I had all these great plans for this past weekend and had no time to accomplish any of them. I really wanted to get some weaving done but alas no luck at that either. I did sit down and watch "12 Angry Men" with Henry Fonda Saturday night with Robin. I love that movie no great props or special effects just great actors, story lines and lighting. One of the all time best movies that I often forget about until I watch again.

Thursday, November 12, 2009

One week closer to being in our new house

Robin has worked on getting our permits for our house and things are moving along. I am impatient because I want to be in it NOW but it will happen soon. We are hoping for Christmas.

Last night our furnace quit so I learned to appreciate a good furnace now I am happy Robin is studying them before he decides which one to put in.

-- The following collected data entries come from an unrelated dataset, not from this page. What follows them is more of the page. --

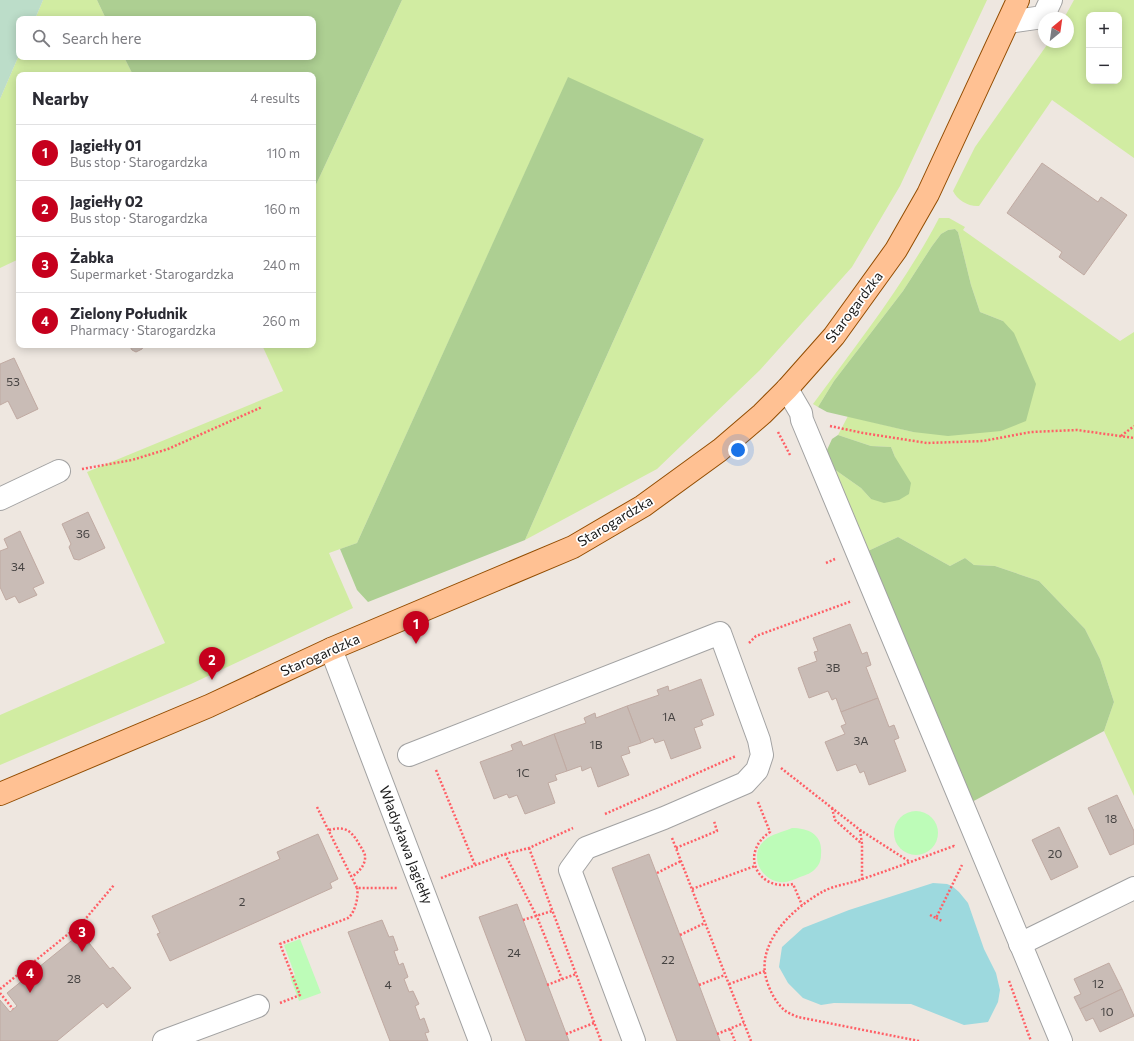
<!DOCTYPE html>
<html lang="en">
<head>
<meta charset="utf-8">
<style>
  body { margin:0; font-family:Commissioner,sans-serif; background:#f2f2f3; color:#2b2b33 }
  .controls { position:absolute; right:12px; top:12px; display:grid; overflow:hidden; border-radius:8px; box-shadow:0 2px 10px #0003 }
  .controls button { width:36px; height:36px; display:grid; place-items:center; padding:0; border:0; border-bottom:1px solid #e1e1e2; background:#fff; color:#2b2b33; font:20px sans-serif }
  .compass { position:absolute; left:1038px; top:12px; width:36px; height:36px; border-radius:50%; background:#fff; box-shadow:0 2px 10px #0003; rotate:29deg }
  .you { position:absolute; left:738px; top:450px; width:14px; height:14px; margin:-10px; border:3px solid #fff; border-radius:50%; background:#1a73e8; box-shadow:0 0 0 6px #1a73e833 }
  .badge { display:grid; place-items:center; width:26px; height:26px; border-radius:50%; background:#c6001d; color:#fff; font-size:13px; font-weight:700 }
  .pin { position:absolute; translate:-50% -33px; filter:drop-shadow(0 1px 2px #0008) }
  .pin::after { content:''; position:absolute; top:21px; width:14px; height:12px; background:inherit; clip-path:polygon(0 0,100% 0,50% 100%) }
  .list { margin:0; padding:0; list-style:none }
  h2 { display:flex; justify-content:space-between; align-items:center; height:52px; margin:0; padding:0 16px; font-size:17px }
  h2 small { font-size:13px; font-weight:400; color:#7c7c81 }
  .list li { display:grid; grid-template-columns:26px 1fr auto; gap:12px; align-items:center; box-sizing:border-box; height:56px; padding:0 16px; border-top:1px solid #e1e1e2 }
  .list b { display:block; font-size:15px; white-space:nowrap }
  .list p { margin:0; font-size:13px; white-space:nowrap; color:#7c7c81 }
  .list em { font-size:13px; font-style:normal; color:#7c7c81 }
  .icon { flex:none; width:22px; height:22px; fill:none; stroke:currentColor; stroke-width:2; stroke-linecap:round; stroke-linejoin:round }
  .map { position:relative; flex:none; width:1134px; height:1041px; overflow:hidden }
  .search { position:absolute; background:#fff; box-shadow:0 2px 10px #0003; left:16px; top:16px; width:300px; height:44px; display:flex; align-items:center; gap:10px; box-sizing:border-box; padding:0 14px; border-radius:8px; color:#7c7c81; font-size:15px }
  .panel { position:absolute; background:#fff; box-shadow:0 2px 10px #0003; left:16px; top:72px; width:300px; height:276px; border-radius:8px }
  .map>svg:first-child { display:block }
  .grass { fill:#d1eca2; fill-rule:evenodd }
  .forest { fill:#adcf92 }
  .wetland { fill:#bcddc9 }
  .park { fill:#bdfcb8 }
  .water { fill:#9dd9de }
  .building { fill:#c9bcb6; stroke:#c0aaa2 }
  .lines { fill:none; stroke-linecap:round; stroke-linejoin:round }
  .minor-casing { stroke:#a2a2a2; stroke-width:24 }
  .major-casing { stroke:#924c00; stroke-width:24 }
  .path { stroke:#ff5f66; stroke-width:2.5; stroke-dasharray:2 2; stroke-linecap:butt }
  .minor { stroke:#fff; stroke-width:22 }
  .major { stroke:#ffc193; stroke-width:22 }
  .labels { text-anchor:middle; stroke-width:3.5; stroke-linejoin:round; paint-order:stroke }
  .number-label { font-size:12px; fill:#464342 }
  .street-label { font-size:14px; fill:#1b1b1b; stroke:#fff }
</style>
</head>
<body>
<div class="map">
<svg width="1134" height="1041" viewBox="0 0 1134 1041">
  <rect width="100%" height="100%" fill="#eee7e0"/>
  <g class="grass">
    <path d="M43,0h54l9,19h-71z"/>
    <path d="M402,0h585l-87,186 -48,81 -92,103 -103,99 -132,71 47,-107 132,-294 -136,-61 -211,465 -28,10 24,55 -162,76 -191,81v-50l165,-72 -78,-171 196,-81 -21,-46h51v-154z"/>
    <path d="M1074,0h60v158l-82,-58 -73,106c-10,1 -22,-6 -26,-15l22,-44 74,-105h19v-24h-4zM1089,15h30v66h-30z"/>
    <path d="M19,55v2h105l9,18h-114v184l-19,9v-169z"/>
    <path d="M939,218h10l16,9 -2,3 157,111 14,-9v464l-30,-65 10,-29 -14,-43 -15,-30 -46,-48 -44,-15 -21,-1 -9,-7 -15,8 -52,-29 -30,14 -34,-82 27,19 10,11 24,-42 -4,-10 -20,-1 -33,-11 10,-19 65,16 90,-111 -23,-9 -9,-27 -13,-53 -3,-3 -7,1 -7,4 -9,12 -29,45 -69,90 -16,26 -5,-3c44,-60 91,-119 126,-186z"/>
  </g>
  <g class="forest">
    <path d="M97,0h305l-89,191v-116h-180l-9,-18h189v-38h-207z"/>
    <path d="M568,77l136,62 -132,294 -47,107 -157,62 -11,-12 -17,-41 17,-6z"/>
    <path d="M955,229l3,3 13,53 9,27 23,9 11,12 22,51 -10,37 -25,10 -53,5 -35,-4 -86,-20 -9,-5 16,-26 69,-90 29,-45 9,-12 7,-4z"/>
    <path d="M838,435l33,11 20,1 4,10 16,26 -2,11 -10,6 -15,3 -13,-4 -10,-11 -27,-19 -7,-19 5,-11z"/>
    <path d="M898,537l52,29 15,-8 9,7 21,1 44,15 46,48 15,30 14,43 -10,29 -134,72 -102,-252z"/>
  </g>
  <path class="wetland" d="M0,0h43l-8,19h-16v36l-19,44z"/>
  <g class="park">
    <circle cx="916" cy="833" r="22"/>
    <path d="M792,828c17,0 31,7 29,26 0,5 -1,10 -5,14 -4,5 -10,7 -16,9 -7,3 -13,6 -20,5 -20,-2 -31,-27 -16,-41 7,-7 19,-9 28,-13z"/>
    <path d="M300,939l21,54 -22,8 -9,-24 5,-2 -11,-30z"/>
  </g>
  <path class="water" d="M933,883l14,1 5,2 7,6 9,11 16,46 12,24 4,17 -2,12 -10,20 -24,3 -53,-21 -77,-1 -13,2 -18,-7 -15,-15 -9,-16 3,-20 21,-19 46,-18z"/>
  <g class="building">
    <path d="M1042,163l56,39 3,-5 26,18 -43,60 -25,-18 3,-5 -55,-39z"/>
    <path d="M129,345h15l-2,4 -6,3 -4,-2z"/>
    <path d="M14,358l24,51 -21,10 -9,-18 -8,4v-41z"/>
    <path d="M88,512l17,36 -26,12 -5,-1 -5,-12 2,-3 -9,-20z"/>
    <path d="M20,531l24,52 -11,5 4,7 -18,8 -4,-7 -9,4 -6,-13v-36l8,-3 -4,-9z"/>
    <path d="M850,624l12,30 5,-2 4,13 -5,2 12,31 -37,14 -5,-14 -4,2 -4,-9 -19,7 -11,-30 19,-7 -3,-9 4,-1 -5,-13z"/>
    <path d="M701,679l13,36 -13,5 2,5 -9,3 7,20 -30,11 -7,-19 -9,3 -2,-5 -12,5 -14,-37 32,-11 -2,-5 11,-4 1,5z"/>
    <path d="M878,698l11,29 5,-2 5,13 -5,2 12,31 -37,14 -5,-14 -4,2 -4,-9 -19,7 -12,-29 20,-8 -4,-8 5,-2 -5,-12z"/>
    <path d="M627,706l14,37 -13,4 2,6 -9,3 8,19 -31,12 -7,-20 -9,4 -1,-5 -14,5 -13,-37 32,-11 -2,-5 11,-5 1,5z"/>
    <path d="M554,734l13,37 -12,4 2,5 -9,3 7,20 -30,11 -8,-19 -8,3 -2,-4 -13,5 -14,-37 33,-12 -2,-5 10,-4 2,5z"/>
    <path d="M1117,795l17,36v13l-24,11 -22,-47z"/>
    <path d="M1059,827l19,40 -27,13 -19,-40z"/>
    <path d="M318,834l20,45 -8,4 2,5 -162,73 -13,-27 3,-1 -8,-17 128,-57 -3,-7z"/>
    <path d="M649,854l50,131 21,56h-43l-65,-173z"/>
    <path d="M517,904l6,16 46,121h-43l-47,-124z"/>
    <path d="M382,920l7,17 4,-1 5,14 -4,1 5,14 4,-2 5,14 -4,2 5,13 4,-1 6,13 -4,2 5,14 4,-2 5,14 -4,1 3,8h-38l-42,-109z"/>
    <path d="M81,933l29,36 3,-2 18,21 -24,20 -4,-5 -46,38h-57v-41l10,12 7,-6 -10,-13z"/>
    <path d="M1109,963l13,26 -42,20 -6,-12 7,-3 -7,-15z"/>
    <path d="M1122,989l12,27 -34,16 -7,-14 -7,3 -6,-12z"/>
  </g>
  <g class="lines">
    <defs>
      <g id="minor">
        <path d="M1009,22l34,-5 8,-17"/>
        <path d="M787,389l14,24 1,7 259,621"/>
        <path d="M0,499l59,-28"/>
        <path d="M331,649l149,392"/>
        <path d="M409,755l311,-122 39,107 3,15 -5,15 -12,13 -81,35 -78,30 -16,22 64,171"/>
        <path d="M1020,944l114,-56"/>
        <path d="M164,1041l94,-35"/>
      </g>
      <path id="major" d="M0,794l209,-88 122,-57 242,-102 70,-41 77,-56 42,-36 25,-25 47,-53 62,-86 32,-56 90,-194"/>
    </defs>
    <use href="#minor" class="minor-casing"/>
    <use href="#major" class="major-casing"/>
    <g class="path">
      <path d="M830,426l33,7 64,10 56,-2 48,-9 46,-2 57,8"/>
      <path d="M778,432l12,23"/>
      <path d="M1121,436l13,-10"/>
      <path d="M82,469l50,-9 36,-11 94,-42"/>
      <path d="M826,563l9,-4"/>
      <path d="M749,643l7,-7 96,-35"/>
      <path d="M781,768l79,62 50,32"/>
      <path d="M436,770l39,95"/>
      <path d="M758,802l12,30c-31,21 -13,60 23,52l9,21"/>
      <path d="M317,807l40,81h41"/>
      <path d="M832,808l3,12 26,23"/>
      <path d="M605,814l131,-58"/>
      <path d="M329,830c16,-4 22,0 30,14 3,5 7,10 6,15 -1,8 -7,13 -13,18"/>
      <path d="M860,830l2,14v36"/>
      <path d="M672,838l79,203"/>
      <path d="M529,848l72,193"/>
      <path d="M676,848l41,-17 -3,-10"/>
      <path d="M505,854l32,63 25,62"/>
      <path d="M657,873l24,-12"/>
      <path d="M441,878l64,-24 24,-6 44,-20"/>
      <path d="M692,889l63,-23"/>
      <path d="M930,915l6,3 26,-53"/>
      <path d="M936,918l6,3"/>
      <path d="M523,920l29,-9"/>
      <path d="M680,935l25,-12"/>
      <path d="M1009,981l22,60"/>
      <path d="M729,984l36,-13"/>
      <path d="M547,985l29,-11"/>
      <path d="M699,985l26,-10"/>
      <path d="M0,989l82,-66 32,-38"/>
      <path d="M0,993l13,16"/>
      <path d="M280,1003l20,-8 -20,-51 68,-26c7,-5 11,-22 9,-30"/>
      <path d="M730,1029l5,12"/>
      <path d="M566,1034l28,-11"/>
      <path d="M717,1034l27,-11"/>
      <path d="M919,1041l-121,-24c-3,-1 -7,-3 -11,-5 -11,-7 -20,-26 -22,-39 -5,-35 31,-67 59,-82 11,-6 26,-7 38,-12 31,-10 61,-22 92,-33l1,1"/>
    </g>
    <use href="#minor" class="minor"/>
    <use href="#major" class="major"/>
  </g>
  <g class="labels">
    <g class="number-label">
      <text x="13" y="386">53</text>
      <text x="83" y="538">36</text>
      <text x="18" y="571">34</text>
      <text x="833" y="672">3B</text>
      <text x="669" y="721">1A</text>
      <text x="861" y="745">3A</text>
      <text x="596" y="749">1B</text>
      <text x="523" y="777">1C</text>
      <text x="1111" y="823">18</text>
      <text x="1055" y="858">20</text>
      <text x="242" y="906">2</text>
      <text x="514" y="957">24</text>
      <text x="668" y="964">22</text>
      <text x="74" y="983">28</text>
      <text x="1098" y="988">12</text>
      <text x="388" y="989">4</text>
      <text x="1107" y="1016">10</text>
    </g>
    <g class="street-label">
      <text transform="translate(854 307) rotate(-53)" y="5">Starogardzka</text>
      <text transform="translate(615 521) rotate(-31)" y="5">Starogardzka</text>
      <text transform="translate(320 655) rotate(-24)" y="5">Starogardzka</text>
      <text transform="translate(406 845) rotate(69)" y="5">Władysława Jagiełły</text>
    </g>
  </g>
</svg>
<div class="controls">
<button>+</button>
<button>−</button>
</div>
<svg class="compass" viewBox="-18 -18 36 36"><path d="M0-13l5 13h-10z" fill="#e53935"/><path d="M0 13l5-13h-10z" fill="#7c7c81"/></svg>
<div class="you"></div>
<div class="pin badge" style="left:416px;top:644px">1</div>
<div class="pin badge" style="left:212px;top:680px">2</div>
<div class="pin badge" style="left:82px;top:952px">3</div>
<div class="pin badge" style="left:30px;top:993px">4</div>
<div class="search"><svg class="icon" aria-label="search" viewBox="0 0 24 24"><circle cx="10" cy="10" r="6"/><path d="M15 15l6 6"/></svg>Search here</div>
<section class="panel">
<h2>Nearby<small>4 results</small></h2>
<ul class="list">
<li><span class="badge">1</span><div><b>Jagiełły 01</b><p>Bus stop · Starogardzka</p></div><em>110 m</em></li>
<li><span class="badge">2</span><div><b>Jagiełły 02</b><p>Bus stop · Starogardzka</p></div><em>160 m</em></li>
<li><span class="badge">3</span><div><b>Żabka</b><p>Supermarket · Starogardzka</p></div><em>240 m</em></li>
<li><span class="badge">4</span><div><b>Zielony Południk</b><p>Pharmacy · Starogardzka</p></div><em>260 m</em></li>
</ul>
</section>
</div>
</body>
</html>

Burr it was cold, I was worried about my plants I finally have my african violets and banana trees going good again after they got a chill in my kitchen window and started to turn a funky color.

Monday, November 2, 2009

burrrr its cold outside

Snow is in the forecast! I love the snow but I really don't like the cold. I have Reynolds syndrome my hands. feet, nose and ears are all turning white and hurts like the living devil. I have always loved the winter especially Christmas but now with the pain of this and the fybromyalgia I dread it. I am so tired of living in this constant pain. I try not to talk about it but it hurts so damn bad! It hurts to stay in bed it hurts to move and the medication they give me just makes me jumpy and irritable. I have problems driving with my hands going numb, it is difficult to drive and not feel the pedals on the car or if you do feel them it hurts to use them. Getting to work not being able to put the key in the lock due to numb fingers then typing with fingers, hands and wrists that hurt like living hell just makes me dread winter this year. Robin trys to understand but I know he has no clue the levels of pain I have. But you just have to learn to live with and try not let it beat you.